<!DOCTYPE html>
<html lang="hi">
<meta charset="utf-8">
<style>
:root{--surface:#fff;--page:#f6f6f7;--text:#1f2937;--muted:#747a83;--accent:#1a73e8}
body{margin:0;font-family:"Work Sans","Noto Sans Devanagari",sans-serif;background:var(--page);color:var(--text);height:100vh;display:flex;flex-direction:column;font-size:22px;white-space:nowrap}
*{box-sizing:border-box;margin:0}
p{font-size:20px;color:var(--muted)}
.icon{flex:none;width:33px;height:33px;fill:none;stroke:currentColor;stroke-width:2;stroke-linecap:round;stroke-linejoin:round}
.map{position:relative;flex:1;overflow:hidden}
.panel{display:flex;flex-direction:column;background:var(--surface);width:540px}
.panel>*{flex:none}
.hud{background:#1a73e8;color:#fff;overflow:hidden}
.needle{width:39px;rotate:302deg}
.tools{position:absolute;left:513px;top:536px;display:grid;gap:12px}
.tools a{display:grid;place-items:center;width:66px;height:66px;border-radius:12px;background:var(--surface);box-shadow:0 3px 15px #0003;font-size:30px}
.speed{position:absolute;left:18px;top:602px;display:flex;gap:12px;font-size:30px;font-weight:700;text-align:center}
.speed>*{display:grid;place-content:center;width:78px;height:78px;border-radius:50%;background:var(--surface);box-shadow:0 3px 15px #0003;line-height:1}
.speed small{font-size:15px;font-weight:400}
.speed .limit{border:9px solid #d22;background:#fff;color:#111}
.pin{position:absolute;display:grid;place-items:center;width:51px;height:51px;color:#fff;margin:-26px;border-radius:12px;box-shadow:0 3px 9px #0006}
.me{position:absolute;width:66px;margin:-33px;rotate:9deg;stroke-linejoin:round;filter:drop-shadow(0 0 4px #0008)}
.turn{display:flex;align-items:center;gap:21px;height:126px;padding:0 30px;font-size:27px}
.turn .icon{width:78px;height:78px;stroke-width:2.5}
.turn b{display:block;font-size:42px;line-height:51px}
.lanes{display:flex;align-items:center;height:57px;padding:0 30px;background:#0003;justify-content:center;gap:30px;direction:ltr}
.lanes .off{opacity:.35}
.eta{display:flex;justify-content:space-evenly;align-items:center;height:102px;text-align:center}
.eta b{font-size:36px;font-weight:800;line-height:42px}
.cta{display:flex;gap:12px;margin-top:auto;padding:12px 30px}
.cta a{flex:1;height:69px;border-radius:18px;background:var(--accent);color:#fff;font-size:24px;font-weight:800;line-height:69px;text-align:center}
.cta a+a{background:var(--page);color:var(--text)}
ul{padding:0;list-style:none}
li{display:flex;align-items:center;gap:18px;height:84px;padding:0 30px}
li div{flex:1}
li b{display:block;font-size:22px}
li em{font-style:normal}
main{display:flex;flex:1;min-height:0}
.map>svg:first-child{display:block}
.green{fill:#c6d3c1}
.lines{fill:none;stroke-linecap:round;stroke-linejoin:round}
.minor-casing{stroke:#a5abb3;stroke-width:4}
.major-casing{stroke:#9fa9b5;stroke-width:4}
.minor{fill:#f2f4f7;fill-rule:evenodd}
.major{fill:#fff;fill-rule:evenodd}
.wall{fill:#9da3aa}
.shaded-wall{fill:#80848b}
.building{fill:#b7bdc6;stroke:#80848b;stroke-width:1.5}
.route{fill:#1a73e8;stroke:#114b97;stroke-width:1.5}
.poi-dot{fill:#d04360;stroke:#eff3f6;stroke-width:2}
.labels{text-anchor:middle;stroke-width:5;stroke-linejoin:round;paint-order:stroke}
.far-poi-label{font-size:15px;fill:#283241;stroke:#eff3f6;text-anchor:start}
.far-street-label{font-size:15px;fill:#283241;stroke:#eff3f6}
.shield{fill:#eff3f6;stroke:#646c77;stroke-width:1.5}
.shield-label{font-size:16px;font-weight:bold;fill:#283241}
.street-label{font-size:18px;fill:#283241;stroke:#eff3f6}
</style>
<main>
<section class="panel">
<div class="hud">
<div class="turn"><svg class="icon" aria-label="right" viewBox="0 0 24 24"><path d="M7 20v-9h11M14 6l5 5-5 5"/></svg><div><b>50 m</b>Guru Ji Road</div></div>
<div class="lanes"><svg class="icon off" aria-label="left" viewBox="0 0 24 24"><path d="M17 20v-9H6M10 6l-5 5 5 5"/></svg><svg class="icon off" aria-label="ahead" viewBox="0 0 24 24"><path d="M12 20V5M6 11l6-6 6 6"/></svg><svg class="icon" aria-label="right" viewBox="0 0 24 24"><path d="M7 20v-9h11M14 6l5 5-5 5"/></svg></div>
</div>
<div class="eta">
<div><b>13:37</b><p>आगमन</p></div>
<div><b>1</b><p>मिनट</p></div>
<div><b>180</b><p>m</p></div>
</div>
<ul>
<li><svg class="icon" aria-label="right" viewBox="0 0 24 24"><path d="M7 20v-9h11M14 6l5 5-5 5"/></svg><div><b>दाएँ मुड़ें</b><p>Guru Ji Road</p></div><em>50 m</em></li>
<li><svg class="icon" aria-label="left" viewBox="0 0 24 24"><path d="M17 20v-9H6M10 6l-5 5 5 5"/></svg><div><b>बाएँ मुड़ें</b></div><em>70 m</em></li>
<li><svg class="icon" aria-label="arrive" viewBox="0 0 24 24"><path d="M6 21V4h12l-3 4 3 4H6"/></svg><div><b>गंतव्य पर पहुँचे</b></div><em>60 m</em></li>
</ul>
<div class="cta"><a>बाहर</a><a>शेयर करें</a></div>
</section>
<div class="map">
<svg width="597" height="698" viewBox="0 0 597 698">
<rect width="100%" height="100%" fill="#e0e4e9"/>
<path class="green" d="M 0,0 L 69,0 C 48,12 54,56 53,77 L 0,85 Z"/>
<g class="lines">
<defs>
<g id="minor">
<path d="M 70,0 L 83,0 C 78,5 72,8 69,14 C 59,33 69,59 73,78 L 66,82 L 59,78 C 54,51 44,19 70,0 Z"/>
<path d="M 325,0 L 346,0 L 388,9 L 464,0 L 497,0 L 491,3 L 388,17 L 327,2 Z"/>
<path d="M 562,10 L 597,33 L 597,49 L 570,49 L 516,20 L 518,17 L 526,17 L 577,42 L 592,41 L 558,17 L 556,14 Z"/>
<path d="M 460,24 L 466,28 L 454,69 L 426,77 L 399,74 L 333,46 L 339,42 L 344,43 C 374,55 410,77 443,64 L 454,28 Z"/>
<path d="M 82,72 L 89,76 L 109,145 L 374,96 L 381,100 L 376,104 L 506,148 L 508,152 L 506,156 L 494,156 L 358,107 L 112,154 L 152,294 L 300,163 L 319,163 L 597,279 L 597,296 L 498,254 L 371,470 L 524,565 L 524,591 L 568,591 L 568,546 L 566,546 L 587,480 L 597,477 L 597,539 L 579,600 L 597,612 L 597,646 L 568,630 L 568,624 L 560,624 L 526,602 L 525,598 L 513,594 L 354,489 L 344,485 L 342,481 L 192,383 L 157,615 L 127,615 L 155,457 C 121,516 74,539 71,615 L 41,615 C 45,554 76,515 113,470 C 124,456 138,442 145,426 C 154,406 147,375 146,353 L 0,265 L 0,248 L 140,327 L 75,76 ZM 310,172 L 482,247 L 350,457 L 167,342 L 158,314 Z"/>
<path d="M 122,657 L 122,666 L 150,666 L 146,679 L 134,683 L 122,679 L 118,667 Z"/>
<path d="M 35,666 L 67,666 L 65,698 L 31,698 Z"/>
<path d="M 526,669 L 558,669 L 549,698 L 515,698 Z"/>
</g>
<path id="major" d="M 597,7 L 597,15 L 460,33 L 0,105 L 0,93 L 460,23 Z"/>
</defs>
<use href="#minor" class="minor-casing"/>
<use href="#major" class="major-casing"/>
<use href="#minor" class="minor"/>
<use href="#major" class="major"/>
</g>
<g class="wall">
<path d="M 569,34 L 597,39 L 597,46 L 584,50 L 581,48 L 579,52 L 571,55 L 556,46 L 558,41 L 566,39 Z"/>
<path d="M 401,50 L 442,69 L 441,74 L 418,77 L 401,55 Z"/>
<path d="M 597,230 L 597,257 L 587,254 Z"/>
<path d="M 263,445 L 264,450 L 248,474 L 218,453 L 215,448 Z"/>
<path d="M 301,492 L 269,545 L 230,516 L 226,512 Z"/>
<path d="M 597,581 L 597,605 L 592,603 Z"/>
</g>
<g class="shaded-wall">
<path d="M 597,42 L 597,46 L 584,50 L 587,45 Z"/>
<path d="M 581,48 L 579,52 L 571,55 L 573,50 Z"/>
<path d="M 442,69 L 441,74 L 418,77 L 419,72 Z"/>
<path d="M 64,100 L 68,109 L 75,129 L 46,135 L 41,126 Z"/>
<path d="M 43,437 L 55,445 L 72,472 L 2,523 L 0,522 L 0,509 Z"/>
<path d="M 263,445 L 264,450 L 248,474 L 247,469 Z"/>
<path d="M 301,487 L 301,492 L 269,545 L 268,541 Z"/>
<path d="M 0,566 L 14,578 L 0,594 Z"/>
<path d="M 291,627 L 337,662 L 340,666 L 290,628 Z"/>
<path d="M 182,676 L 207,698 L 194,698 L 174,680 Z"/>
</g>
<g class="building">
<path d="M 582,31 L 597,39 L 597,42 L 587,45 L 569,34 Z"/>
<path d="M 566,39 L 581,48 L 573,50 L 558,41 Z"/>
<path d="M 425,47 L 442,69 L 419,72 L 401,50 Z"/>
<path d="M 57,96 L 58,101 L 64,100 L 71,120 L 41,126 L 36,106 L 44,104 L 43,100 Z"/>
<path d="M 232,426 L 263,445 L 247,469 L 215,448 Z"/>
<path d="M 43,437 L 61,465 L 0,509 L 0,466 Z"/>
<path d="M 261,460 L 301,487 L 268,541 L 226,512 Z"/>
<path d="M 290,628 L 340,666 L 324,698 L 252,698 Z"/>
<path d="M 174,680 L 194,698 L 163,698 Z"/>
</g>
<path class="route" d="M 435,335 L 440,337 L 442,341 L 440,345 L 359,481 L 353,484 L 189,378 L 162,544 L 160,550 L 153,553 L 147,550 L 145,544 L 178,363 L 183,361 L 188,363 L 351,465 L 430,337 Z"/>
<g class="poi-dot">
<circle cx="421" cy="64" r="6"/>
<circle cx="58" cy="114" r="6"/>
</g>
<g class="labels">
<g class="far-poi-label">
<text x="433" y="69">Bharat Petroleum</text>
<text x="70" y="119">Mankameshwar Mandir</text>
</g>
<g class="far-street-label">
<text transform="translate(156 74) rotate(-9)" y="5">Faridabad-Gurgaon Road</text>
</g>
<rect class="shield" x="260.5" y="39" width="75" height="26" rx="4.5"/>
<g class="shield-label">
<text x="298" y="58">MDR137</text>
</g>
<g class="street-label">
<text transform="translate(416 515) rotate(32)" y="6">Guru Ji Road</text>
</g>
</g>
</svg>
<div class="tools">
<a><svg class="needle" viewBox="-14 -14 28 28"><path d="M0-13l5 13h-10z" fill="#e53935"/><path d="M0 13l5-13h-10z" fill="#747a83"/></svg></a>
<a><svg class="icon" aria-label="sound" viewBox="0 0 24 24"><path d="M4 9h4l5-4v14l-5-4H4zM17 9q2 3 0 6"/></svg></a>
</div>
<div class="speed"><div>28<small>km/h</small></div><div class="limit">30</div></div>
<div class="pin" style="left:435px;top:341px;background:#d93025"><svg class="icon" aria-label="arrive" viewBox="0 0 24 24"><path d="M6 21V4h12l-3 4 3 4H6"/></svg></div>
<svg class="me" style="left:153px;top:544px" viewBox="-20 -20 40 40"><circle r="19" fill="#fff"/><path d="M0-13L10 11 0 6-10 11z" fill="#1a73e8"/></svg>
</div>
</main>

☆ ☆ ☆

- **EXERCISE**:
Report how many lines above hold "evenodd", number only.

- **SOLUTION FOR THIS PROBLEM**:
2